Top of Data extracts

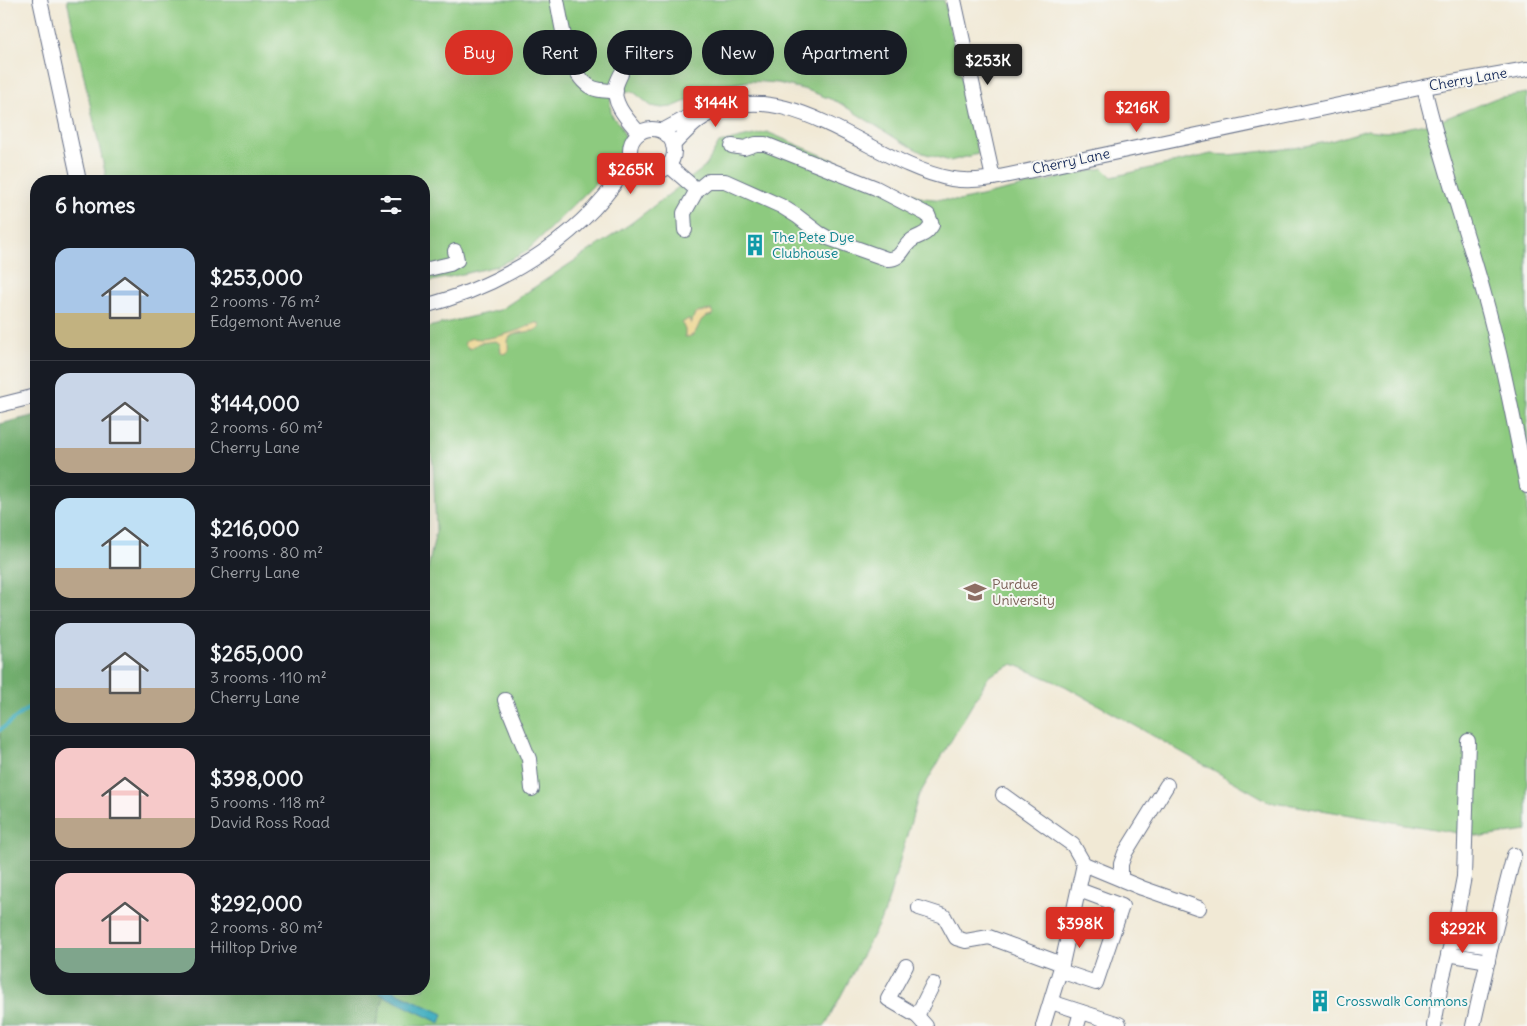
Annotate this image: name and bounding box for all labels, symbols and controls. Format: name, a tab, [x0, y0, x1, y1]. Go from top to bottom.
chip: Buy	[445, 30, 513, 75]
chip: Rent	[523, 30, 597, 75]
chip: Filters	[607, 30, 692, 75]
chip: New	[702, 30, 774, 75]
chip: Apartment	[784, 30, 907, 75]
pin: $253K	[953, 44, 1023, 86]
text: $253K	[965, 50, 1011, 70]
street label: Cherry Lane	[1428, 63, 1508, 95]
pin: $144K	[681, 86, 751, 128]
pin: $216K	[1102, 90, 1172, 133]
text: $144K	[694, 92, 738, 112]
text: $216K	[1115, 97, 1159, 117]
street label: Cherry Lane	[1031, 144, 1111, 178]
pin: $265K	[596, 152, 666, 195]
text: $265K	[608, 159, 654, 179]
icon: filters	[377, 191, 405, 219]
text: 6 homes	[55, 192, 135, 219]
place label: The Pete Dye Clubhouse	[772, 228, 855, 262]
building icon: The Pete Dye Clubhouse	[742, 232, 768, 258]
text: $253,000	[210, 264, 303, 291]
icon: home	[95, 268, 155, 328]
text: 2 rooms · 76 m²	[210, 291, 320, 311]
text: Edgemont Avenue	[210, 311, 341, 331]
text: $144,000	[210, 390, 300, 417]
icon: home	[95, 393, 155, 453]
text: 2 rooms · 60 m²	[210, 417, 323, 437]
text: Cherry Lane	[210, 437, 300, 457]
text: $216,000	[210, 515, 299, 542]
icon: home	[95, 518, 155, 578]
text: 3 rooms · 80 m²	[210, 542, 323, 562]
text: Cherry Lane	[210, 562, 300, 582]
place label: Purdue University	[992, 575, 1055, 609]
school or university icon: Purdue University	[962, 579, 988, 605]
text: $265,000	[210, 640, 303, 667]
icon: home	[95, 643, 155, 703]
text: 3 rooms · 110 m²	[210, 667, 327, 687]
text: Cherry Lane	[210, 687, 300, 707]
text: $398,000	[210, 765, 304, 792]
icon: home	[95, 768, 155, 828]
text: 5 rooms · 118 m²	[210, 792, 326, 812]
text: David Ross Road	[210, 812, 330, 832]
text: $292,000	[210, 890, 303, 917]
icon: home	[95, 893, 155, 953]
pin: $398K	[1045, 906, 1115, 949]
pin: $292K	[1428, 912, 1498, 954]
text: $398K	[1057, 913, 1103, 933]
text: 2 rooms · 80 m²	[210, 917, 323, 937]
text: $292K	[1440, 918, 1486, 938]
text: Hilltop Drive	[210, 937, 297, 957]
building icon: Crosswalk Commons	[1307, 988, 1333, 1014]
place label: Crosswalk Commons	[1336, 992, 1468, 1010]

Bottom of Data extracts

• _Required work_: The entries are to be written out again exactly, though without any images.

• _Response to this task_:
Annotate this image: name and bounding box for all labels, symbols and controls. Format: name, a tab, [x0, y0, x1, y1]. Go from top to bottom.
chip: Buy	[445, 30, 513, 75]
chip: Rent	[523, 30, 597, 75]
chip: Filters	[607, 30, 692, 75]
chip: New	[702, 30, 774, 75]
chip: Apartment	[784, 30, 907, 75]
pin: $253K	[953, 44, 1023, 86]
text: $253K	[965, 50, 1011, 70]
street label: Cherry Lane	[1428, 63, 1508, 95]
pin: $144K	[681, 86, 751, 128]
pin: $216K	[1102, 90, 1172, 133]
text: $144K	[694, 92, 738, 112]
text: $216K	[1115, 97, 1159, 117]
street label: Cherry Lane	[1031, 144, 1111, 178]
pin: $265K	[596, 152, 666, 195]
text: $265K	[608, 159, 654, 179]
icon: filters	[377, 191, 405, 219]
text: 6 homes	[55, 192, 135, 219]
place label: The Pete Dye Clubhouse	[772, 228, 855, 262]
building icon: The Pete Dye Clubhouse	[742, 232, 768, 258]
text: $253,000	[210, 264, 303, 291]
icon: home	[95, 268, 155, 328]
text: 2 rooms · 76 m²	[210, 291, 320, 311]
text: Edgemont Avenue	[210, 311, 341, 331]
text: $144,000	[210, 390, 300, 417]
icon: home	[95, 393, 155, 453]
text: 2 rooms · 60 m²	[210, 417, 323, 437]
text: Cherry Lane	[210, 437, 300, 457]
text: $216,000	[210, 515, 299, 542]
icon: home	[95, 518, 155, 578]
text: 3 rooms · 80 m²	[210, 542, 323, 562]
text: Cherry Lane	[210, 562, 300, 582]
place label: Purdue University	[992, 575, 1055, 609]
school or university icon: Purdue University	[962, 579, 988, 605]
text: $265,000	[210, 640, 303, 667]
icon: home	[95, 643, 155, 703]
text: 3 rooms · 110 m²	[210, 667, 327, 687]
text: Cherry Lane	[210, 687, 300, 707]
text: $398,000	[210, 765, 304, 792]
icon: home	[95, 768, 155, 828]
text: 5 rooms · 118 m²	[210, 792, 326, 812]
text: David Ross Road	[210, 812, 330, 832]
text: $292,000	[210, 890, 303, 917]
icon: home	[95, 893, 155, 953]
pin: $398K	[1045, 906, 1115, 949]
pin: $292K	[1428, 912, 1498, 954]
text: $398K	[1057, 913, 1103, 933]
text: 2 rooms · 80 m²	[210, 917, 323, 937]
text: $292K	[1440, 918, 1486, 938]
text: Hilltop Drive	[210, 937, 297, 957]
building icon: Crosswalk Commons	[1307, 988, 1333, 1014]
place label: Crosswalk Commons	[1336, 992, 1468, 1010]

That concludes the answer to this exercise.